Post by jonda1974 on Aug 31, 2015 19:31:45 GMT
Aug 30, 2015 4:52:51 GMT rst said:
The great rule to remember is "Comfort in / Vent out". Envision a model in which the person will illness or crisis themselves is in the center. The next layer out is the immediate family and people most directly affected by the crisis (spouse, children, people living in the same house, then extended family, and outside that are various layers of friends and neighbors and co-workers. Obviously in each situation there can be different configurations, and over time it might fluctuate, but the idea is that the people closest to the situation have the fewest other alternatives for support or respite, whereas those farther out, while still feeling the situation keenly, are not so completely absorbed by it in every aspect of their lives-- they do get to leave and go on with normal life.Comfort flows inward. Venting and emotional outbursts flow outward.

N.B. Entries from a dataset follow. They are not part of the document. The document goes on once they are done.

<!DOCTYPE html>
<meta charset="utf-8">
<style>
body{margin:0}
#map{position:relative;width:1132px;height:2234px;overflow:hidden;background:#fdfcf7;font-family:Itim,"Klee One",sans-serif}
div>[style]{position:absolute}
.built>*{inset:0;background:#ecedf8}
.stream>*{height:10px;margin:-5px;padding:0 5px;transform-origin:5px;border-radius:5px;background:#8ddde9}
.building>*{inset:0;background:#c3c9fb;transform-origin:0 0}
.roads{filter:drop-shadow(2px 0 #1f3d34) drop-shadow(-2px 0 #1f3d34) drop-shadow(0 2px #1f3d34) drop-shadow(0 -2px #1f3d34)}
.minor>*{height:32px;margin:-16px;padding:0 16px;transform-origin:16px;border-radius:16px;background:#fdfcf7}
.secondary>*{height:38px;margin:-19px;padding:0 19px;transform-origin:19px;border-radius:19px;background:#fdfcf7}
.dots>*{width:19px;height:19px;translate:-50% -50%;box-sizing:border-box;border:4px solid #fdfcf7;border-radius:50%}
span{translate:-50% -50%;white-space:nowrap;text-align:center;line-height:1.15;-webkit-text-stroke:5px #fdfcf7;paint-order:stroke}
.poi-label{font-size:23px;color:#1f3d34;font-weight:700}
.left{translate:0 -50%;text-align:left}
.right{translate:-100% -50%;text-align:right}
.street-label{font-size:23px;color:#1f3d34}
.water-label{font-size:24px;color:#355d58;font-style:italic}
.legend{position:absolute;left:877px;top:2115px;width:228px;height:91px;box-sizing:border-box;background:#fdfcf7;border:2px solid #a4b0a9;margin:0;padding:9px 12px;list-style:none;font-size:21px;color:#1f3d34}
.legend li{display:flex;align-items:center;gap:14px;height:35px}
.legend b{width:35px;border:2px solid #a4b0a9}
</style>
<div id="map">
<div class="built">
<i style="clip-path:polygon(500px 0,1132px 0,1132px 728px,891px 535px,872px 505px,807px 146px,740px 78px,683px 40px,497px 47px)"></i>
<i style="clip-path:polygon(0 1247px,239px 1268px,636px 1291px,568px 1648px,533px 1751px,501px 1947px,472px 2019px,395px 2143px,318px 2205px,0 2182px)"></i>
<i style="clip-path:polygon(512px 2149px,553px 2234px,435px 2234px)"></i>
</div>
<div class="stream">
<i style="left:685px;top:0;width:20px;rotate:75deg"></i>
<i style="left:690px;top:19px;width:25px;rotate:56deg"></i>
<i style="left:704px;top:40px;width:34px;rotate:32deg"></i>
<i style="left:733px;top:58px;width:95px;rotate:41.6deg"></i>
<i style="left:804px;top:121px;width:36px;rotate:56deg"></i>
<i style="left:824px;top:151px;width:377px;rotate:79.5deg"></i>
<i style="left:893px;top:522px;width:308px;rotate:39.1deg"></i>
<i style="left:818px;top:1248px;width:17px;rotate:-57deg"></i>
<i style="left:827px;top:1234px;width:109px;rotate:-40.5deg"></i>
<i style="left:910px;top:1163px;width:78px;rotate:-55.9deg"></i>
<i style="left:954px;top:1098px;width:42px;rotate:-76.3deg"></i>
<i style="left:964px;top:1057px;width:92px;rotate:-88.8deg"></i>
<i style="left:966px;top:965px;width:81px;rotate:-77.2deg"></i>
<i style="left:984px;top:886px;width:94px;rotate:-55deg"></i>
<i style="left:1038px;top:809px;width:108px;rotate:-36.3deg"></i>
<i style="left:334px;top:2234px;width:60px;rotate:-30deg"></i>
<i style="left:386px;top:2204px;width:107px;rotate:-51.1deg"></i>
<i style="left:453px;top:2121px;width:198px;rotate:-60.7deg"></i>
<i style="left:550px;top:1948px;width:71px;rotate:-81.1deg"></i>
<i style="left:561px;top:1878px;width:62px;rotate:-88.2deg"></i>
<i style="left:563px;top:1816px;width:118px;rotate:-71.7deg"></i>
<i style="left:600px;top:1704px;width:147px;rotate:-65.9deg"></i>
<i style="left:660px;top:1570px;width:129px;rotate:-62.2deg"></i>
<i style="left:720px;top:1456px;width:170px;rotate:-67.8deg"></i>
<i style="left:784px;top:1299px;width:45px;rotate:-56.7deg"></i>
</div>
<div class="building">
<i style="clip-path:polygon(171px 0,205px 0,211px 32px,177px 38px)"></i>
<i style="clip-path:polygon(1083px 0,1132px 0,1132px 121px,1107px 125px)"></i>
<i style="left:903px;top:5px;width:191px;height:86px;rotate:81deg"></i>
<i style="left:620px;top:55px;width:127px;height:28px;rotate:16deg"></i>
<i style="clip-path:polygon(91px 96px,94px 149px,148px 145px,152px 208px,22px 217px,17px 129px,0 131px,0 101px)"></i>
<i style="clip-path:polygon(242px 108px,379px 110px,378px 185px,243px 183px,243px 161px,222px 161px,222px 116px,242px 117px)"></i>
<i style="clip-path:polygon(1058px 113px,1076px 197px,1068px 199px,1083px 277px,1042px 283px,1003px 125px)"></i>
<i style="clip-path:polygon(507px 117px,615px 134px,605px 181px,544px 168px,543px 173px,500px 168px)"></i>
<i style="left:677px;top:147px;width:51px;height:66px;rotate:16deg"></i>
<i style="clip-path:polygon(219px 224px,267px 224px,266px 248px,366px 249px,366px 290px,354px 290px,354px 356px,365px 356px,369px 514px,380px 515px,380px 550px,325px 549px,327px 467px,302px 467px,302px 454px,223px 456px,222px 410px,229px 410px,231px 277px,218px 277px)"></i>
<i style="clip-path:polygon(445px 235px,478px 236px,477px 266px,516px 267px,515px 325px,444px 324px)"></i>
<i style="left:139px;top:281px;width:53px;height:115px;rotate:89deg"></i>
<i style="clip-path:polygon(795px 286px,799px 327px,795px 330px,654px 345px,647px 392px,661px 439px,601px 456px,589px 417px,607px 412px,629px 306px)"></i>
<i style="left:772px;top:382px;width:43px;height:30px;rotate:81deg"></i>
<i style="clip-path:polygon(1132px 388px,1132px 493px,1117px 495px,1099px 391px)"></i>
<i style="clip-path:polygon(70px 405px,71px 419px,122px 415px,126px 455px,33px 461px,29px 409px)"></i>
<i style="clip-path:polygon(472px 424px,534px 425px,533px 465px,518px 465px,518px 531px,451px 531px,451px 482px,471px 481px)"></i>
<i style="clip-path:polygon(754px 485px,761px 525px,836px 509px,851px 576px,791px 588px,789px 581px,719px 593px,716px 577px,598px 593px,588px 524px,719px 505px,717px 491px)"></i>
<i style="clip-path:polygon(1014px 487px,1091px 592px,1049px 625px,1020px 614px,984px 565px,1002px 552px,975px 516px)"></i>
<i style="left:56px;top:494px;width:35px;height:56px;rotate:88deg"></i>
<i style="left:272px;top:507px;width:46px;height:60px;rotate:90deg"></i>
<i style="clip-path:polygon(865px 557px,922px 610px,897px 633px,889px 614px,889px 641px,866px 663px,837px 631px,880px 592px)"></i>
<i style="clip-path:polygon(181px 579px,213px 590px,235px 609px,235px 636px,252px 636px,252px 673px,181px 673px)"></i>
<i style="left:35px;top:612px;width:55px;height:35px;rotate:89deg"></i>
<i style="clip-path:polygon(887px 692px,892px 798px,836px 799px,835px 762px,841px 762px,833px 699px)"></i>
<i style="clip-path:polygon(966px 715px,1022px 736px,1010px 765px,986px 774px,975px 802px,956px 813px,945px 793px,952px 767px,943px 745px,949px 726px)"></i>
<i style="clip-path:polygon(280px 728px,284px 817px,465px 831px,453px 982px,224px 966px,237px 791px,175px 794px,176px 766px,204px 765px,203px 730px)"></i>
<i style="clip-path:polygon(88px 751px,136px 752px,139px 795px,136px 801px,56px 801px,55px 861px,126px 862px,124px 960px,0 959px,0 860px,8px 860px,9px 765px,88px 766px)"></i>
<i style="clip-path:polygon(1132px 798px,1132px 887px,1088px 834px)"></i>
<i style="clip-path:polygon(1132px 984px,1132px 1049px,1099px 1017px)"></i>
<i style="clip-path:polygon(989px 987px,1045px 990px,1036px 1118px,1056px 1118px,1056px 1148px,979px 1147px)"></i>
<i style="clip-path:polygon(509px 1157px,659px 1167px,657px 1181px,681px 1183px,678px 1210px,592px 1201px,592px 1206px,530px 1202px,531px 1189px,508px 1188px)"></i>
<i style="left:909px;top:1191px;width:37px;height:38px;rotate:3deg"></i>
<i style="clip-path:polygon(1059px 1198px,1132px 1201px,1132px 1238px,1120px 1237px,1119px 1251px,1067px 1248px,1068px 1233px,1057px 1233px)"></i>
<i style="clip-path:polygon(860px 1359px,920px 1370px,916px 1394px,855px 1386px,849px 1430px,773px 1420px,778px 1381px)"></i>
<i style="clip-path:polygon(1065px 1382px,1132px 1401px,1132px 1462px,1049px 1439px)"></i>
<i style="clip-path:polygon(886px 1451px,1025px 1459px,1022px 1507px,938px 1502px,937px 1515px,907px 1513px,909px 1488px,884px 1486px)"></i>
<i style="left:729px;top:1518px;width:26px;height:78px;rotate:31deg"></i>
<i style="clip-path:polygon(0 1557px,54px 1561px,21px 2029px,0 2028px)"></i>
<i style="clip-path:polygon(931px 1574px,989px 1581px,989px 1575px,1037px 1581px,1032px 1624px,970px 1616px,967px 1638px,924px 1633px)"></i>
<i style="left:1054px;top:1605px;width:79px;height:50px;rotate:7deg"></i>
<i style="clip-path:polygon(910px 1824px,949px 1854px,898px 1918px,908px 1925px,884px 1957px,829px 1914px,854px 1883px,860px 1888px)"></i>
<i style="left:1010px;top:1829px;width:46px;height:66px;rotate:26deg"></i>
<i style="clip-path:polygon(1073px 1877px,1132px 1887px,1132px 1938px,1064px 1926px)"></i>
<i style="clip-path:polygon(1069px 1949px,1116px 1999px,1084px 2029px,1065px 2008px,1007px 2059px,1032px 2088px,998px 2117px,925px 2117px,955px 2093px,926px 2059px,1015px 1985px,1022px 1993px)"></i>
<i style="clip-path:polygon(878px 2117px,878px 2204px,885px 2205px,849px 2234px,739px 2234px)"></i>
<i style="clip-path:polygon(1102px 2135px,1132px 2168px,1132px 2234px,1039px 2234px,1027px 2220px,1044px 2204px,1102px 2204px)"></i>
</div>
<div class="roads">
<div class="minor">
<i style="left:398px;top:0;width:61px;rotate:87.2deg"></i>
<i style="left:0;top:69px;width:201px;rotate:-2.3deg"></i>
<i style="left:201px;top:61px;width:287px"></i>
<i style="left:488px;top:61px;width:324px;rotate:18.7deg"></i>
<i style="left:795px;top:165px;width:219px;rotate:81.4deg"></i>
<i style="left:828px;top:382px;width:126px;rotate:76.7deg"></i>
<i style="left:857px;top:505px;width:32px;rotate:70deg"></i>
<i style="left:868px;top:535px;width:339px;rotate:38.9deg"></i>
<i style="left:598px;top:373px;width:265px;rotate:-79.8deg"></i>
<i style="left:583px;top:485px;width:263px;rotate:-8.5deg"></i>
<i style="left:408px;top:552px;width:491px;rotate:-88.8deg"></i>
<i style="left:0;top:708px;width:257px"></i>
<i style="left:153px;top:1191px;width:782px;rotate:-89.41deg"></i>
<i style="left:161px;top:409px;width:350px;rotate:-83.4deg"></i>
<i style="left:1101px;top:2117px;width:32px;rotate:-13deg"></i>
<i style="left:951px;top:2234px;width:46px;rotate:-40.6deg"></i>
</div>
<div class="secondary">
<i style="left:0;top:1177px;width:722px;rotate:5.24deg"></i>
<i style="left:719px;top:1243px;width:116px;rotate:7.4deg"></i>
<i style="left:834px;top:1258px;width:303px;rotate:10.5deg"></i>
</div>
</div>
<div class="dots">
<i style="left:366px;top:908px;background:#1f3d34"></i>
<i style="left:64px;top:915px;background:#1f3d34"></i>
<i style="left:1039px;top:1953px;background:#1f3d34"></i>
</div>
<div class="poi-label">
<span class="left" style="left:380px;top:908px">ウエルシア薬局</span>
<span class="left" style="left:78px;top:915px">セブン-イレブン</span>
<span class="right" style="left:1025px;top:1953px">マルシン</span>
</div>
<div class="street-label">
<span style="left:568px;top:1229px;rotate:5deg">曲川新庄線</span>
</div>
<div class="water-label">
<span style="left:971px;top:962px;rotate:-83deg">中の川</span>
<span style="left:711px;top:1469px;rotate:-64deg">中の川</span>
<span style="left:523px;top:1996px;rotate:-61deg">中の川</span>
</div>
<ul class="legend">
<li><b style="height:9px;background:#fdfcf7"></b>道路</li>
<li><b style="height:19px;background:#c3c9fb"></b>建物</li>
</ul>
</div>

To me, the concept that blood is thicker than water, is not necessarily the reality. Just because we're related, even if immediate family, doesn't mean that is the person at the pinnacle of my inner circle. For me it would be my best friend, and two other really close friends, followed by my parents, cousins, grandmothers, and my brother would fall in line outside the second circle. We just aren't close. However, I know that if this were me in the situation, he would be right there and would probably take offense at the fact that I want my friends there more than him. He's not a bad person, we just have nothing in common and live very separate lives. I'm closer honestly to some of my coworkers than I am some of my family.
In spite of all that...sending major hugs to the OP and her family. This is never an easy situation and it just plain sucks for everyone. I'm so sorry.